One thing good text handling should do is
kerning of letters, which means to close up (usually) pairs of letters to prevent excessive white space between. The classic example is A and V (or V and A), where the sloped sides match up nicely. Unfortunately, I can't (yet) demonstrate that in this forum, as I can't insert margins on individual characters. Some day maybe I'll add that capability to the forum software. In the meantime, look at an article on kerning (e.g.,
https://en.wikipedia.org/wiki/Kerning) to see it illustrated. On this web browser: WAVE (it may or may not be kerned for you).
Fonts normally include
kerning tables, where given a pair of candidate letters to be output, it looks up in a table how much to the left the second character should be moved (or, possibly, to the right in some rare cases). The distance is scaled by the font size currently in use. The intent is to close up large gaps. This works fairly well for a given typeface and attributes (e.g., Times-Roman normal weight, at a given size). However, it can break down in a number of cases, leaving the output with no kerning.
- Unusual or rare accented characters are being used, that the font designer didn't account for. This is especially true if the character has to be built up or composited from a base letter and one or more combining accent marks. There may simply not be a table entry for that.
- The font characteristics change between the two letters. This could be the font size, its weight (boldness/lightness), even its slant or obliqueness (not to mention italics). The tables assume the same characteristics between two characters. A common example might be "faking" small caps by scaling down the small caps from regular sized capitals. It's not a great way to get small caps, but if the font doesn't include them, that may be the best you can do. You want to print Time (the weekly magazine) in small caps: TIME. Note that the "I" is probably not tucked under the "T", as it should be. It may even be possible that the word is split between "T" and "I", due to the HTML tags!
- The font face (family) changes (e.g., from Times-Roman to Helvetica). I've never seen a kerning table to handle such a case.

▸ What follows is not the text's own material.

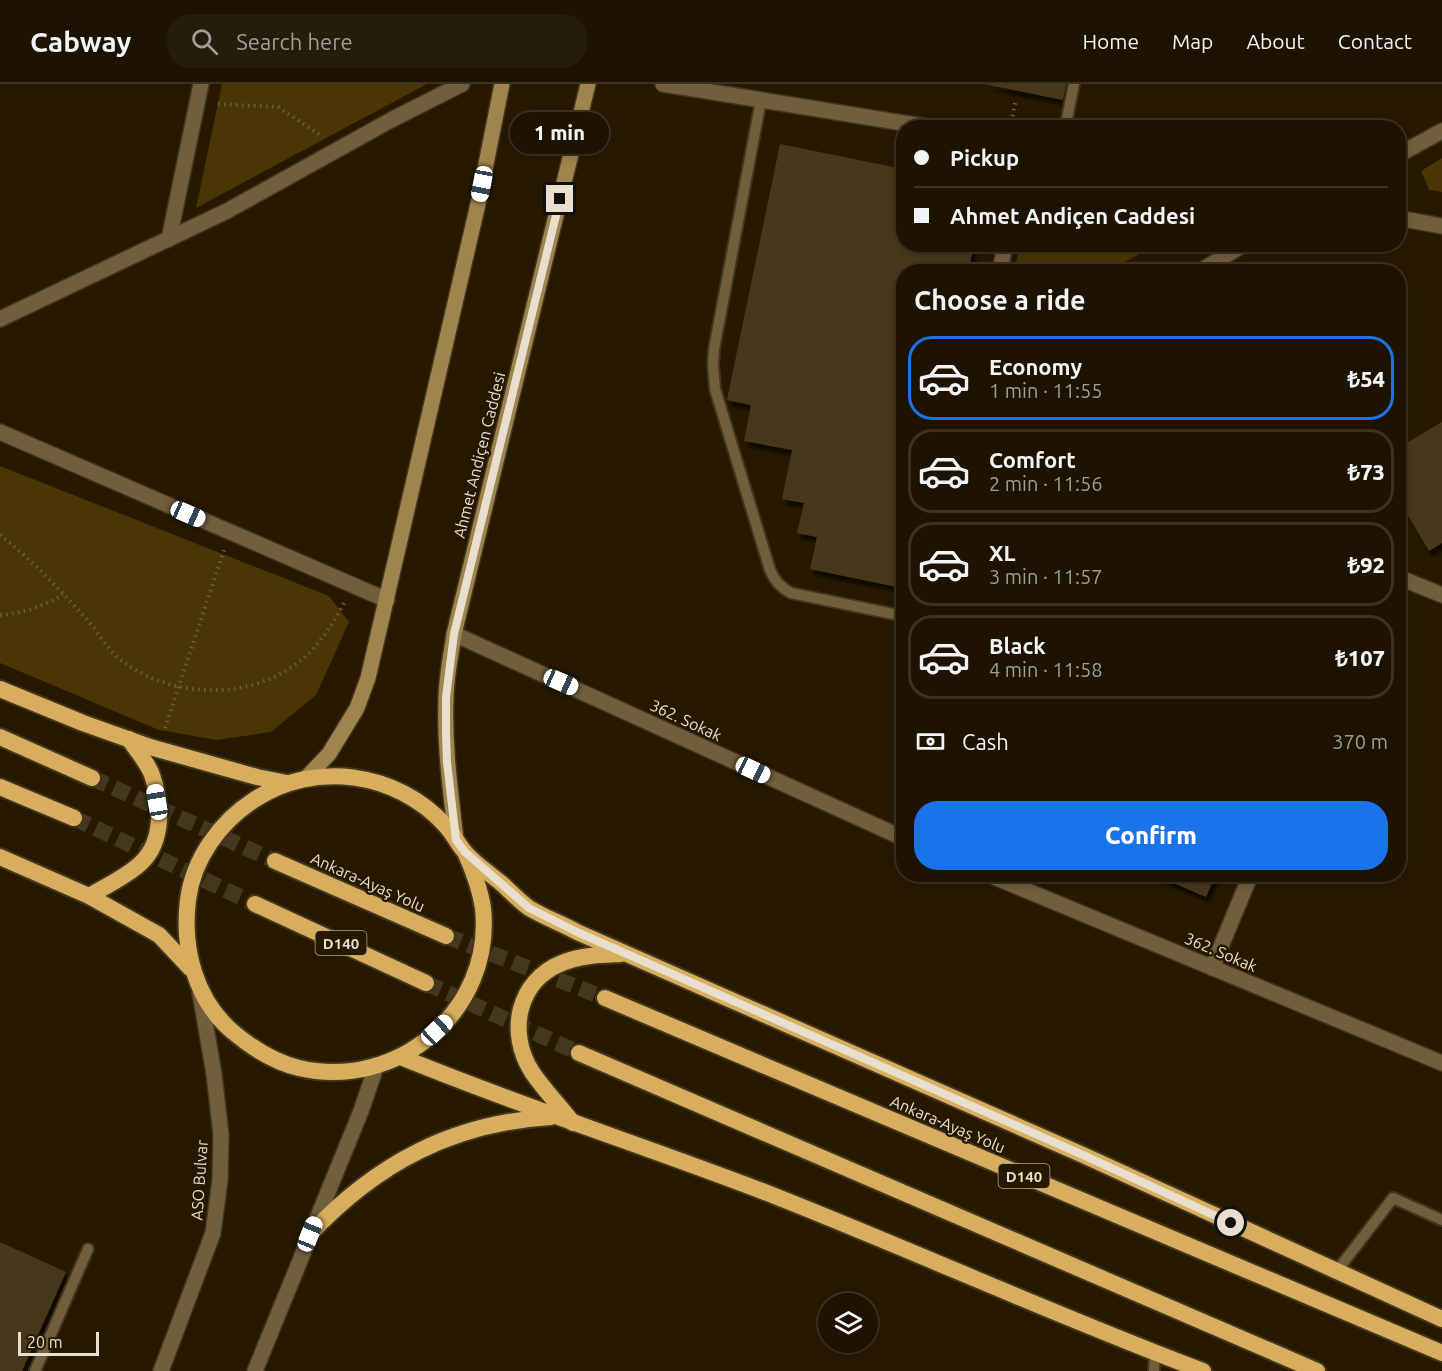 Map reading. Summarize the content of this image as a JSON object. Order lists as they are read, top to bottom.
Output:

What could be done to improve this situation? Anything algorithmic should probably leave current cases alone (where a kerning table entry is provided), as the amount of kern has been very carefully (usually) adjusted by a typographer to look its best. Those cases aside, what could be done? Has anyone looked at drawing a
convex polygon (hull) around each character in a pair, and adjusting the start of the second character to make the nearest "approach" of the two a certain maximum distance (scaled by the smaller font-size in use)? Creating a convex polygon is going to be a fairly expensive process, so it should be done once and included with the font data. Creating one on-the-fly may be needed if the character in question already has had an accent mark added to it.
There is also the issue where a pure convex hull or polygon may not be appropriate. For instance, a vertical "stack" of accent marks may not interfere in the least with the neighboring character's convex hull, but would force the letters further apart than necessary. There also may be cases where an "inlet" in a (non-convex) polygon could allow admission of part of another letter.
Anything involving a fair amount of geometry (measuring the closest approach of two polygons) is going to be computationally expensive, and may be worth it only for the finest quality typesetting intended for printing. For web pages, it would almost certainly not be worth the effort. However, once a pair's kerning has been calculated, the value might be stored in a database or lookup table for future use.